*Directions*:
Reproduce, exactly and in full, only the lines below from the one containing "function trace(path, color, width, dash)" through the one containing "function label(font, color, halo, rows, align".

··· Data ···

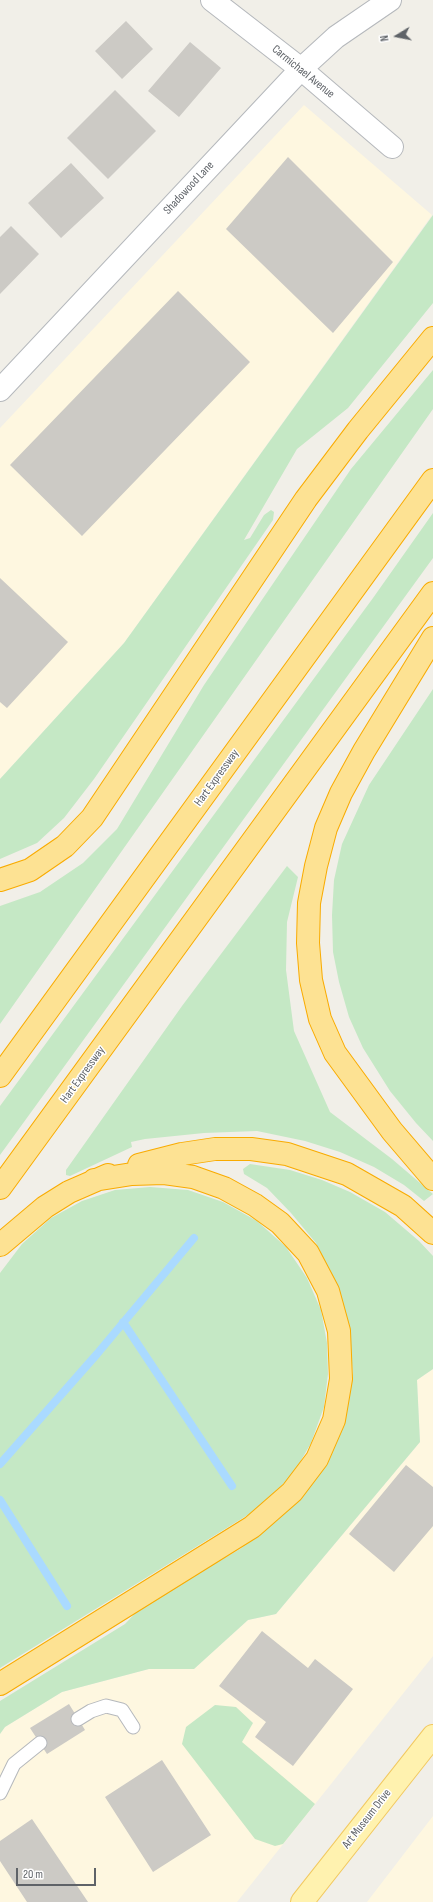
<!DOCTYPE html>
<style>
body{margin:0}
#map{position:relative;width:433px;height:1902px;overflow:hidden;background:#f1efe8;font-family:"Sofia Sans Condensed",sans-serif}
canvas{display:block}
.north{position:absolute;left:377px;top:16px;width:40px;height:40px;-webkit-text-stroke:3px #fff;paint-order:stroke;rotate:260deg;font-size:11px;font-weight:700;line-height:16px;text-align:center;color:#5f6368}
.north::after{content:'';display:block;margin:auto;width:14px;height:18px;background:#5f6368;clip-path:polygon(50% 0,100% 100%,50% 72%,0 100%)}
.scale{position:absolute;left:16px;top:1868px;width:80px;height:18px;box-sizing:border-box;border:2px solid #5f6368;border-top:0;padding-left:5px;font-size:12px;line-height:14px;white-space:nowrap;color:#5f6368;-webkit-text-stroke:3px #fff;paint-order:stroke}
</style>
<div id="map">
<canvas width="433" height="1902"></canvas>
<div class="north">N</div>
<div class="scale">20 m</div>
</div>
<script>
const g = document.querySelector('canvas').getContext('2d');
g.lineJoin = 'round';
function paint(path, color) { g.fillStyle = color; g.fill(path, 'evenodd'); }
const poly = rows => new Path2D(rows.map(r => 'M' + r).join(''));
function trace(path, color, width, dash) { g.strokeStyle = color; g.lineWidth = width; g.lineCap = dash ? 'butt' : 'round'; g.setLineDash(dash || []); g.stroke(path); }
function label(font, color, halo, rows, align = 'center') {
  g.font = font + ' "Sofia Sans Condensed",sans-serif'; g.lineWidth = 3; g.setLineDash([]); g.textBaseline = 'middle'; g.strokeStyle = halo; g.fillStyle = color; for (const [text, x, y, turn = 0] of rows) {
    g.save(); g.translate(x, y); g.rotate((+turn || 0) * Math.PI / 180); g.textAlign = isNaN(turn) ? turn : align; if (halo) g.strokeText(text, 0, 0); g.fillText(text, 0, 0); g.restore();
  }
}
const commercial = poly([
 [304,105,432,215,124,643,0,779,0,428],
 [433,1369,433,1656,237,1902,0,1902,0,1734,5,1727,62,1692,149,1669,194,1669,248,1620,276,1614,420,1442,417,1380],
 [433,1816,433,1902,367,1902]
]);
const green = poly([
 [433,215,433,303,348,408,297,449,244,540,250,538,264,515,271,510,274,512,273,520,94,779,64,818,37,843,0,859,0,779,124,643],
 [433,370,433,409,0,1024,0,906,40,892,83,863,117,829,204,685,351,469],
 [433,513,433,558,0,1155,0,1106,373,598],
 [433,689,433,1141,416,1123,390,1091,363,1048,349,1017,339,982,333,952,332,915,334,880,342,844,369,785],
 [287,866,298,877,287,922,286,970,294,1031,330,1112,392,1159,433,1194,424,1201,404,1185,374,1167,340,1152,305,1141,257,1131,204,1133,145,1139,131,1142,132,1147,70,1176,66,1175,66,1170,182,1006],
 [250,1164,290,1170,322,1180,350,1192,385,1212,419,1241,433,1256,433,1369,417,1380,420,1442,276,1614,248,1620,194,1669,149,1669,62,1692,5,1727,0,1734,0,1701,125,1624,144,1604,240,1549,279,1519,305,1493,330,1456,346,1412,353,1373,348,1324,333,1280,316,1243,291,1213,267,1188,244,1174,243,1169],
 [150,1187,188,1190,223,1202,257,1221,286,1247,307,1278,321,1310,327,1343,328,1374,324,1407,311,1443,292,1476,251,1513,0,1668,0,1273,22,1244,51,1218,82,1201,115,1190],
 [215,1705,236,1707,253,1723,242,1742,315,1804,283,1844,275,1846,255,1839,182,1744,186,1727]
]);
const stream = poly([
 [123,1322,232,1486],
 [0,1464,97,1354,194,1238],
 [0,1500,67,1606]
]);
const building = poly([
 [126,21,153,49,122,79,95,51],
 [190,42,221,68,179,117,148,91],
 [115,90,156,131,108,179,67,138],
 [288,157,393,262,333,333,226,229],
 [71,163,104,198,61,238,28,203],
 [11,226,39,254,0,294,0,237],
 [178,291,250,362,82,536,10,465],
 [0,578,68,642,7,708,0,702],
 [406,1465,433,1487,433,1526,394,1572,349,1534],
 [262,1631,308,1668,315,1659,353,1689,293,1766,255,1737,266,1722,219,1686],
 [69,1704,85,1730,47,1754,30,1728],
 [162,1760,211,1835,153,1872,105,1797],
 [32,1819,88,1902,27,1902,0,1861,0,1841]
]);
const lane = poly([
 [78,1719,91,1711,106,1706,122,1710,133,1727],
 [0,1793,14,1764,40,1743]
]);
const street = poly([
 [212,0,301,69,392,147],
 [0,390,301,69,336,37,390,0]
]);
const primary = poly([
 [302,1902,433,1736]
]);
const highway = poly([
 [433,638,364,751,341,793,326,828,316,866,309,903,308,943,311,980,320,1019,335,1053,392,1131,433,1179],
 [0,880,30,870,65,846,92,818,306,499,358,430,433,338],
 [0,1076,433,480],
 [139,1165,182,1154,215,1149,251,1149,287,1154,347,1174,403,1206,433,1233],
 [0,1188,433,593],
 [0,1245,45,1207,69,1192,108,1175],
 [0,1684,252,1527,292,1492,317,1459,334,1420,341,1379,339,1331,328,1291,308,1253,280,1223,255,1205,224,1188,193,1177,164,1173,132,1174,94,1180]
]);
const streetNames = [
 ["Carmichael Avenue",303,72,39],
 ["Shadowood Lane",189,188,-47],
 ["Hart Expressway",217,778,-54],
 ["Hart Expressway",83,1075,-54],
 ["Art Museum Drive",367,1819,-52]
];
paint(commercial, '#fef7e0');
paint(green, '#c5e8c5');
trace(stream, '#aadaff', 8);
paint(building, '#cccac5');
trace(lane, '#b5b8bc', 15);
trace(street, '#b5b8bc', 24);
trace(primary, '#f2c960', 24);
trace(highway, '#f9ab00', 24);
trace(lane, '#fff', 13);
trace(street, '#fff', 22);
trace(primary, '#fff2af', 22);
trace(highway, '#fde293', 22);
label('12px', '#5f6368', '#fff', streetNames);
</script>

···

*Output for this task*:
function trace(path, color, width, dash) { g.strokeStyle = color; g.lineWidth = width; g.lineCap = dash ? 'butt' : 'round'; g.setLineDash(dash || []); g.stroke(path); }
function label(font, color, halo, rows, align = 'center') {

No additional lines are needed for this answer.